> [Dataset records]
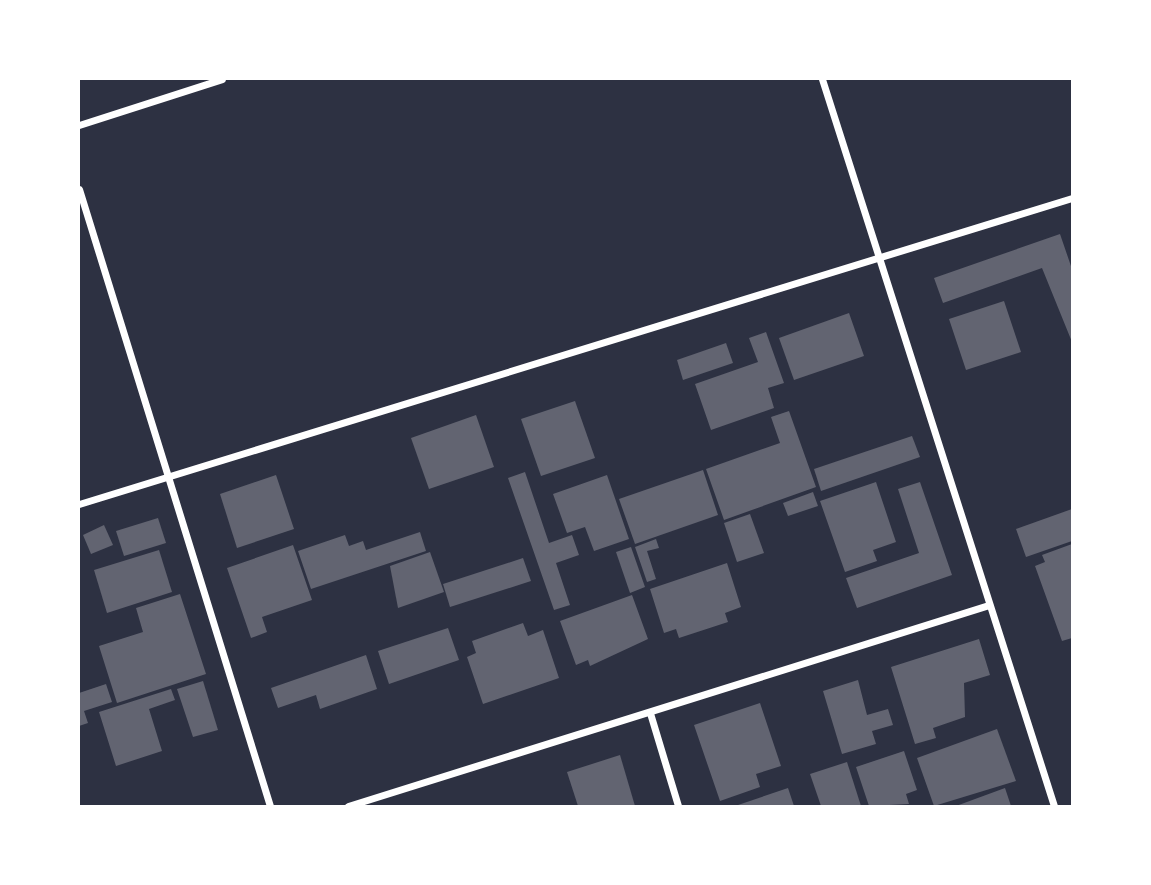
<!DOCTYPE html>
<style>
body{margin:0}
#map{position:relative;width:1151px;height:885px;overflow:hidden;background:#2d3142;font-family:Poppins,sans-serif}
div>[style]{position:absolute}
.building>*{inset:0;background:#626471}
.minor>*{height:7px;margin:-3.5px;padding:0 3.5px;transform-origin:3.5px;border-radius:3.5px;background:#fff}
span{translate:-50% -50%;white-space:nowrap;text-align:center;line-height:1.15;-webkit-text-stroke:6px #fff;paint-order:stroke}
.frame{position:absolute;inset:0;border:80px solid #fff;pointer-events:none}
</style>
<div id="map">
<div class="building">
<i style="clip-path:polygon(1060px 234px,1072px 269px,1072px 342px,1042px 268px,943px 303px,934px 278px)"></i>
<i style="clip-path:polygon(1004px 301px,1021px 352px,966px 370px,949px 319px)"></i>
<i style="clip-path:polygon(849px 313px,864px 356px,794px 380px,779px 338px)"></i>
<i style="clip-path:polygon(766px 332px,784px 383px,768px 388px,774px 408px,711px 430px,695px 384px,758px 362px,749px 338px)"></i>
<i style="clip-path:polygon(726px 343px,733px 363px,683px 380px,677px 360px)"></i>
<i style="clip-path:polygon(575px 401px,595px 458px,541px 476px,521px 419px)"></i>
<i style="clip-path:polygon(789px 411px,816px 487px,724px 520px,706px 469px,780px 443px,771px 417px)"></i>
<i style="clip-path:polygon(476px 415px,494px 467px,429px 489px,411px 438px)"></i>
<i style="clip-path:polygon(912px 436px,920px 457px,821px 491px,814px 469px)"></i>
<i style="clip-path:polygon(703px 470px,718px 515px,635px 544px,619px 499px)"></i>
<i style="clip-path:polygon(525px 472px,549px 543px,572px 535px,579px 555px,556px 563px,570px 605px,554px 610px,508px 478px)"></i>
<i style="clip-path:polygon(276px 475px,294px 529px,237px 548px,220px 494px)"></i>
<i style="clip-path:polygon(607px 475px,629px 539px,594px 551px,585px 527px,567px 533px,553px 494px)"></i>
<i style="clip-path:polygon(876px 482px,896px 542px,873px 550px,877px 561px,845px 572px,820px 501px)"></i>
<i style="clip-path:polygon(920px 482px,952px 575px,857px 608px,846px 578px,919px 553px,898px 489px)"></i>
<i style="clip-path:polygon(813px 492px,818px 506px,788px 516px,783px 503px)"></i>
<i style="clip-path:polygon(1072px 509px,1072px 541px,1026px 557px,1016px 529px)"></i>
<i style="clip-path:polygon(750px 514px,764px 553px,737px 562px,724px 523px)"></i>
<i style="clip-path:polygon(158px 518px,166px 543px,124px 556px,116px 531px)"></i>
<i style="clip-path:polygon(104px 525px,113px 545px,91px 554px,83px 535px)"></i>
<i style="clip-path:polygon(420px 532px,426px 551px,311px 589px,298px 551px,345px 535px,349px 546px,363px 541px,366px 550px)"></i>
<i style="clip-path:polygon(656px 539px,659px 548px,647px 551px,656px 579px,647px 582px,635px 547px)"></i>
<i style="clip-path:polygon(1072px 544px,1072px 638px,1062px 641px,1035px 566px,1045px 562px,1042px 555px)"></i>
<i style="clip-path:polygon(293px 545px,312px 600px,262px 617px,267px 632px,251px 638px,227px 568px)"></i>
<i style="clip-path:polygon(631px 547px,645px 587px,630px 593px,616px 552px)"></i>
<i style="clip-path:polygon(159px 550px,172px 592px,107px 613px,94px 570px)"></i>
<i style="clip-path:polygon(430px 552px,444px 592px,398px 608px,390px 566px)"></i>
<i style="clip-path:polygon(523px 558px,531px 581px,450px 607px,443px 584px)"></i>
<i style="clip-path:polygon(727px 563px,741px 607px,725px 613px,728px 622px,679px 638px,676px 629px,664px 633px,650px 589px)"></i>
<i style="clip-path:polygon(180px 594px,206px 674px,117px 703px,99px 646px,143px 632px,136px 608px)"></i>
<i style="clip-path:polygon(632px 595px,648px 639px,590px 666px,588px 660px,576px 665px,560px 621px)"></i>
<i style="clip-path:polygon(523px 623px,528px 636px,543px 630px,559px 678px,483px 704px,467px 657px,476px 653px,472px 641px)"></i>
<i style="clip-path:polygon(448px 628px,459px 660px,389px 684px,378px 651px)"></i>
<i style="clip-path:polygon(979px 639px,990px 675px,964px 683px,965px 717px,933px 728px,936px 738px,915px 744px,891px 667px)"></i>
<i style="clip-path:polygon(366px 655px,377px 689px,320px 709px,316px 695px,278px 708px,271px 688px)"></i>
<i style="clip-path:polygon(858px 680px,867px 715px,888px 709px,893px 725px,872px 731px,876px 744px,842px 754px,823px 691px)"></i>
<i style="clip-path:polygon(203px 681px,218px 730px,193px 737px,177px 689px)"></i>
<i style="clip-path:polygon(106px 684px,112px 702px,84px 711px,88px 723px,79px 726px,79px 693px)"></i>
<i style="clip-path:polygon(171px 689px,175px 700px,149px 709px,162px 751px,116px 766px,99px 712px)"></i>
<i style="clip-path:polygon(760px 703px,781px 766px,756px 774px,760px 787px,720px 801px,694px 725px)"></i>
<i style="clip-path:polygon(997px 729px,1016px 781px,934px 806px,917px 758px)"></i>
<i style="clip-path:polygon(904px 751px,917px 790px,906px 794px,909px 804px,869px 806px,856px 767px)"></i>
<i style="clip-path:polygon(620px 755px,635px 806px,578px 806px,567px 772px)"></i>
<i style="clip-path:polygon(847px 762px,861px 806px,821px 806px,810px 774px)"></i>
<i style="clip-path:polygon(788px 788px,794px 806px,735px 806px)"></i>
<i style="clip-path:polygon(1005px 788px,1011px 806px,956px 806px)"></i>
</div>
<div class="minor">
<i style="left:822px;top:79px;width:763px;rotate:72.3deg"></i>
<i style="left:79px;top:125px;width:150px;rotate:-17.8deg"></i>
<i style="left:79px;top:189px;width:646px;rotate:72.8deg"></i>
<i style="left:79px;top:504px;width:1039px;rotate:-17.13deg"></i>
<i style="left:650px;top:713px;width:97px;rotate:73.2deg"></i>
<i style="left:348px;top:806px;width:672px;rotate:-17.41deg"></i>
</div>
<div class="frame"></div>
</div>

> [Action item]
Counting only lines that hold the word "inset", state how many the material contains, and add nothing.

> [Final answer]
2